Czas decyzji w Hutniku. Czołowy zawodnik trafił do I ligi

Kamil Głogowski zdecydował się na przenosiny do GKS-u Tychy fot. Mateusz Kaleta/LoveKraków.pl

Klub z Nowej Huty nie zrobił kroku do przodu w porównaniu z sezonem 2023/2024 i znów nie zdołał wywalczyć przepustki do baraży. Wkrótce zapadnie decyzja, kto poprowadzi drużynę w kolejnych rozgrywkach.

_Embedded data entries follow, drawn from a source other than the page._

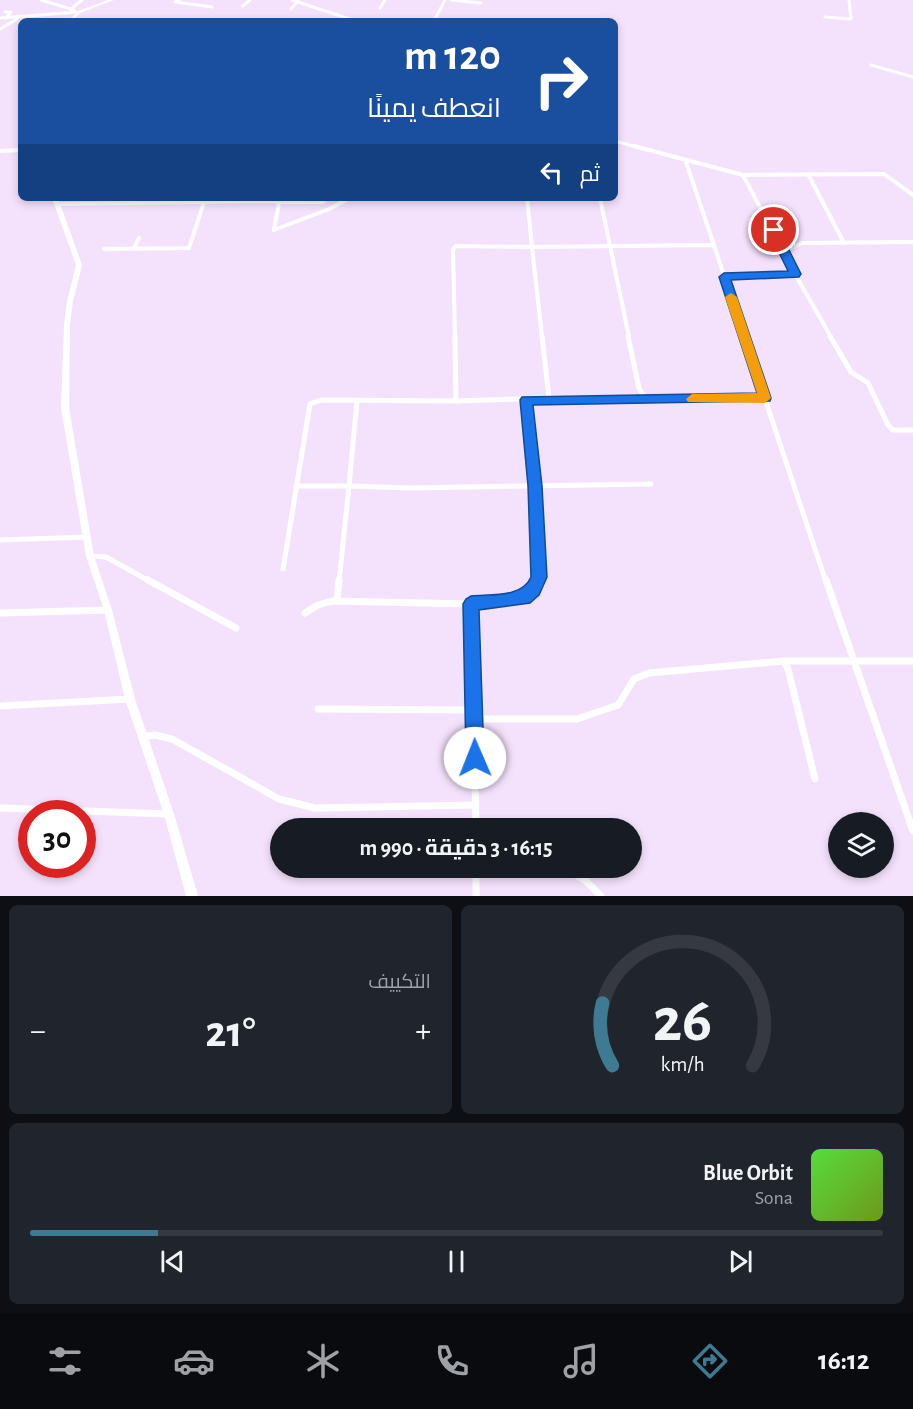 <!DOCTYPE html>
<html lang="ar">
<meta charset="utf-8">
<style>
body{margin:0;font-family:"Alegreya Sans",Cairo,sans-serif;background:#20242c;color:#f1f3f6;direction:rtl;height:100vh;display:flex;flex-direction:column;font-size:22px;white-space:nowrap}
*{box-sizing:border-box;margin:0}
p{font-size:20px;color:#9ea1a6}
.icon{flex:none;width:33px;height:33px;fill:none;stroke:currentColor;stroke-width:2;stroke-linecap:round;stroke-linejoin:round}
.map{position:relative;height:896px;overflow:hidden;direction:ltr}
.details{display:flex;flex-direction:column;gap:9px;padding:9px;background:#0d0f14;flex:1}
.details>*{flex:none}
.banner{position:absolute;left:18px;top:18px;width:600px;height:183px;border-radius:9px;box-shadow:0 3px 9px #0003;direction:rtl;background:#1a4fa0;color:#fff;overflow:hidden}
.tools{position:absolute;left:828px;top:812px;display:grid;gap:12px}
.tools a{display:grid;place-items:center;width:66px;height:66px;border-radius:50%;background:#171b24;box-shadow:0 3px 9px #0003;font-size:30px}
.speed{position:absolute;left:18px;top:800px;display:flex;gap:12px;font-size:30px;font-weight:700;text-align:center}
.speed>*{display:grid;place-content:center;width:78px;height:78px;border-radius:50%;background:#171b24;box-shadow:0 3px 9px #0003;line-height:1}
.speed .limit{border:9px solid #d22;background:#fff;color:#111}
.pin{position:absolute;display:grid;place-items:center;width:51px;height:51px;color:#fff;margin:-26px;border:3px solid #fff;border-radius:50%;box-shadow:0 2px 6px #0007}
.me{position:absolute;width:66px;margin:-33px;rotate:359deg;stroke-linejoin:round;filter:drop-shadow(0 0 4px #0008)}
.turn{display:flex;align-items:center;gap:21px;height:126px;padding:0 18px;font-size:27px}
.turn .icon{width:78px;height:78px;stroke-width:2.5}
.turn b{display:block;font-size:42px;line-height:51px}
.then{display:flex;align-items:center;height:57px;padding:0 18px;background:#0003;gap:12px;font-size:22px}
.big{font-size:45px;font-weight:700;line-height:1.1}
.details .widget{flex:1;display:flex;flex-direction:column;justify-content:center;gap:9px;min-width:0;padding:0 21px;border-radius:9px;background:#20242c}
.details .dial{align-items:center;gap:0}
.dial svg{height:156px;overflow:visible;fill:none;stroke:#363941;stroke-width:7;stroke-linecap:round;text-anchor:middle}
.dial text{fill:#f1f3f6;stroke:none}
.song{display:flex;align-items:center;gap:18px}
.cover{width:72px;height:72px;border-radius:9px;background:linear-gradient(135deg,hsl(110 70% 55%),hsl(80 70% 35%))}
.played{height:6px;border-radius:3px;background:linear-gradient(90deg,#3e7a92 15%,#363941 15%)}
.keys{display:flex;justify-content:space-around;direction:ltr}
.heat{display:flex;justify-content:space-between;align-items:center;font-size:33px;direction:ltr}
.details .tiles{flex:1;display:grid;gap:9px;grid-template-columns:1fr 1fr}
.widget:last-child{grid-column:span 2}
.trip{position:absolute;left:270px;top:818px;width:372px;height:60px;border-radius:30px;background:#171b24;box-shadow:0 3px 9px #0003;font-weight:700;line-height:60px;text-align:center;direction:rtl}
.dock{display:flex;height:96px;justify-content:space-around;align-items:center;background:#090b0e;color:#9ea1a6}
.dock .icon{width:42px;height:42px}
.dock .selected{color:#3e7a92}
.dock b{font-size:27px;color:#f1f3f6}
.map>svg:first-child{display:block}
</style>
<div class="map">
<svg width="913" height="896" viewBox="0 0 913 896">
<rect width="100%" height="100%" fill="#f4e2fc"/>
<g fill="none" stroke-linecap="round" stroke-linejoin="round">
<g stroke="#fff" stroke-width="3">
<path d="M41,0L74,10"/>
<path d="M179,0L175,2L212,7"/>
<path d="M292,0L356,21"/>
<path d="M451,0L481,3"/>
<path d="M243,6L250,0"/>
<path d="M380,8L385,0"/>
<path d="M71,9L82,0"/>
<path d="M291,9L298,1"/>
<path d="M5,12H11L6,18"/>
<path d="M825,17L851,19L849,0"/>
<path d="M0,18L79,12"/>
<path d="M434,21L445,0"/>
<path d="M0,29L17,19"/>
<path d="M871,65L913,77"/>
<path d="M615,141L640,148"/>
</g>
<g stroke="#fff" stroke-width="4">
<path d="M634,146L743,175"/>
<path d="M0,151L21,150"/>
<path d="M688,160L686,162L714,245"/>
<path d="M808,174L844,243"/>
<path d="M527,198L532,247L714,245L744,337"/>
<path d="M600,198L629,337"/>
<path d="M277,202H323L327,198"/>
<path d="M57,204L275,201L279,203L274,230"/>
<path d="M274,230L329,209L350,198"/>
<path d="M134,248L139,238"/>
<path d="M104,249L189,248L204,202"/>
<path d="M785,251L802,243L913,242"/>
<path d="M795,274L743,175L884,174L913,195"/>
<path d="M724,277L795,274L831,337"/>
<path d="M455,337L453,249L456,246L532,247L542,337"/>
</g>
<g stroke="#fff" stroke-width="5">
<path d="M455,336L456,401"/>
<path d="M628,336L639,388L645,398"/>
<path d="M744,336L826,582"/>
<path d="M830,336L851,372L868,383L888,425L893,430H913"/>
<path d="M549,398H765"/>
<path d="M526,400L535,486L538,582"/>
<path d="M357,401L349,486L410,488L651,484"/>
<path d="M456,401L549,398L542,336"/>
<path d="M296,486H349L339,582"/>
<path d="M0,540L87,537"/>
<path d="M90,556L106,557L151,582"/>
<path d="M283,569L310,404L321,400L456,401"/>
</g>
<g stroke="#fff" stroke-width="7">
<path d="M148,580L236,628"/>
<path d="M826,580L913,831"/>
<path d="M337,601L339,580"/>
<path d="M471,604L476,828"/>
<path d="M0,613L108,610"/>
<path d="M305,613L318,605L332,601L471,604L517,600C527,597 537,591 538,580"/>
<path d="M784,661L788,669L815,779"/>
<path d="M0,706L130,699"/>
<path d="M318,709L474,710L481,719H577L618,705L634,679L649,673L784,661H913"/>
<path d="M143,737L155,735L172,739L279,799L315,808L476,805"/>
<path d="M0,808L169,814"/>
<path d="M476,867V896"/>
<path d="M476,871L573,873L586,881L601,896"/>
</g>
<g fill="#fff" fill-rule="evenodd">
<path d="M108,0H114L80,13L73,21H69L78,11Z"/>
<path d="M52,198H58L82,265L73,301L70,325L69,408L94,556L112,610L135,699L174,814L198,896H186L164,814L125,699L104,610L86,556L61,408L64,325L67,301L76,265Z"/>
</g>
</g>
<path fill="#1a73e8" stroke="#114b97" stroke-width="1.5" d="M774,227L779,230L801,274L799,277L731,280L771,398L770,401L533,405L542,486L547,577L539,595L530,603L479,610L484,758L481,764L475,767L468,764L466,758L463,604L466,599L471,596C491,594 522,598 531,577L528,486L520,400L522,397L757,393L719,277L724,273L788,271L768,230Z"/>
<path fill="#f59e0b" d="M731,293L737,297L771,398L765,403L688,402L686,399L692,394L757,393L725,297Z"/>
</svg>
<div class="tools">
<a><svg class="icon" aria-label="layers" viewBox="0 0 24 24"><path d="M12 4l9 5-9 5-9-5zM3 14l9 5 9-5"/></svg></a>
</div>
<div class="speed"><div class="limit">30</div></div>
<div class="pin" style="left:774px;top:230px;background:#d93025"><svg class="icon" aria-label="arrive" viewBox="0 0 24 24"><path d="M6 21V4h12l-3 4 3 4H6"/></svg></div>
<svg class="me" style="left:475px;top:758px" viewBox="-20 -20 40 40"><circle r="19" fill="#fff"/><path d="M0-13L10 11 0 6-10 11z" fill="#1a73e8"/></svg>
<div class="trip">16:15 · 3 دقيقة · 990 m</div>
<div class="banner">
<div class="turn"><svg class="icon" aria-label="right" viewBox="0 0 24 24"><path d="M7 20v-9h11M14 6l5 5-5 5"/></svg><div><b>120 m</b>انعطف يمينًا</div></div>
<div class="then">ثم<svg class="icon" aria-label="left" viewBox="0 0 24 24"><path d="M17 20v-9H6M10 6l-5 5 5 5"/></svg></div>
</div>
</div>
<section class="details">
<div class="tiles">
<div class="widget dial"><svg viewBox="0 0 100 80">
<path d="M14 69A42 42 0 1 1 86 69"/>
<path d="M14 69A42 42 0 0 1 9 37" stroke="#3e7a92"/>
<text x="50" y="56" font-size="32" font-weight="700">26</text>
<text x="50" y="72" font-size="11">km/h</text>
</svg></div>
<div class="widget"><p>التكييف</p>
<div class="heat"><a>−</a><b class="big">21°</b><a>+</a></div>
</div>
<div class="widget">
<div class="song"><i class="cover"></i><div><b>Blue Orbit</b><p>Sona</p></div></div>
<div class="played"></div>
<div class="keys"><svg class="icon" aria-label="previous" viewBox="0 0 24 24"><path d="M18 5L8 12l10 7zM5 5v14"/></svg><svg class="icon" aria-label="pause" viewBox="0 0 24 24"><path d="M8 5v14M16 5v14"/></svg><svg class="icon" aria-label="next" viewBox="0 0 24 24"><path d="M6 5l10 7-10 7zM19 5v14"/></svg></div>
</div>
</div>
</section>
<nav class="dock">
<b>16:12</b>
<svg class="icon selected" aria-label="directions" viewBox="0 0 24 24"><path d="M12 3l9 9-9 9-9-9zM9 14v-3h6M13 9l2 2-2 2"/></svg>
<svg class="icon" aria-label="music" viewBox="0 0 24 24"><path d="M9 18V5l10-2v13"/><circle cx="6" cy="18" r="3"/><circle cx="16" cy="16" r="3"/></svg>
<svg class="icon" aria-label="phone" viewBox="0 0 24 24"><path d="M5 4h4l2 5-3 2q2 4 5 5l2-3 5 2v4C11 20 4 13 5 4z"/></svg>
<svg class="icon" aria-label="climate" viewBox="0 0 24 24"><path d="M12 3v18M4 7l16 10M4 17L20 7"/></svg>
<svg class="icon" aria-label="car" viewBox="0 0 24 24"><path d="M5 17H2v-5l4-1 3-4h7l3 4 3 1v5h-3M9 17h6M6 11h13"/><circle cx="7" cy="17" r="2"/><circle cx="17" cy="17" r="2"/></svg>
<svg class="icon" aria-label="filters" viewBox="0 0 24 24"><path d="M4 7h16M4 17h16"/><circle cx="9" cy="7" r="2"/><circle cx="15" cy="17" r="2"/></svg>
</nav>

Hutnik zakończył sezon na ósmym miejscu, zdobywając 49 punktów w 34 meczach. Skopiował więc osiągnięcie z poprzedniego roku. Na trzy kolejki przed końcem drużynę przejęła klubowe legenda – Krzysztof Świątek, który zastąpił Macieja Musiała. Wygrał z Olimpią Elbląg i Pogonią Grodzisk Mazowiecki, ale uległ na wyjeździe Podbeskidziu Bielsko-Biała. Gdyby przeciwko Góralom krakowianie zdobyli trzy punkty, awansowaliby na szóste miejsce i zagrali w półfinale z Wieczystą. Nie wykorzystali jednak szansy, którą dał im los, przegrywając 0:2.

Kto poprowadzi Hutnika w II lidze?

– Straciliśmy gola w naszym najlepszym momencie, gdy zaczynaliśmy tworzyć sytuacje i łapaliśmy dużą płynność w grze. Chcieliśmy wygrać, bo 0:0 nas nie zadowalała. Przy 1:0 postawiliśmy wszystko na jedną kartę, by chociaż wyrównać. Mieliśmy swoje fragmenty w meczu, przy 0:0 mogliśmy zdobyć gola, ale w piłce czasami tak jest, że coś ucieka i musimy przyjąć porażkę – komentował szkoleniowiec.

Czy Krzysztof Świątek pozostanie na stanowisku i przygotuje zespół do rozgrywek 2025/2026? – Sytuacja jest świeża, jeszcze nie rozmawialiśmy o tym w gronie członków zarządu. Trzeba także porozmawiać z właścicielem, uzgodnić strategię. Otrzepujemy z siebie kurz i będziemy podejmować decyzje, bo nie ma za wiele czasu – mówi w rozmowie z LoveKraków.pl Artur Trębacz, prezes Hutnika.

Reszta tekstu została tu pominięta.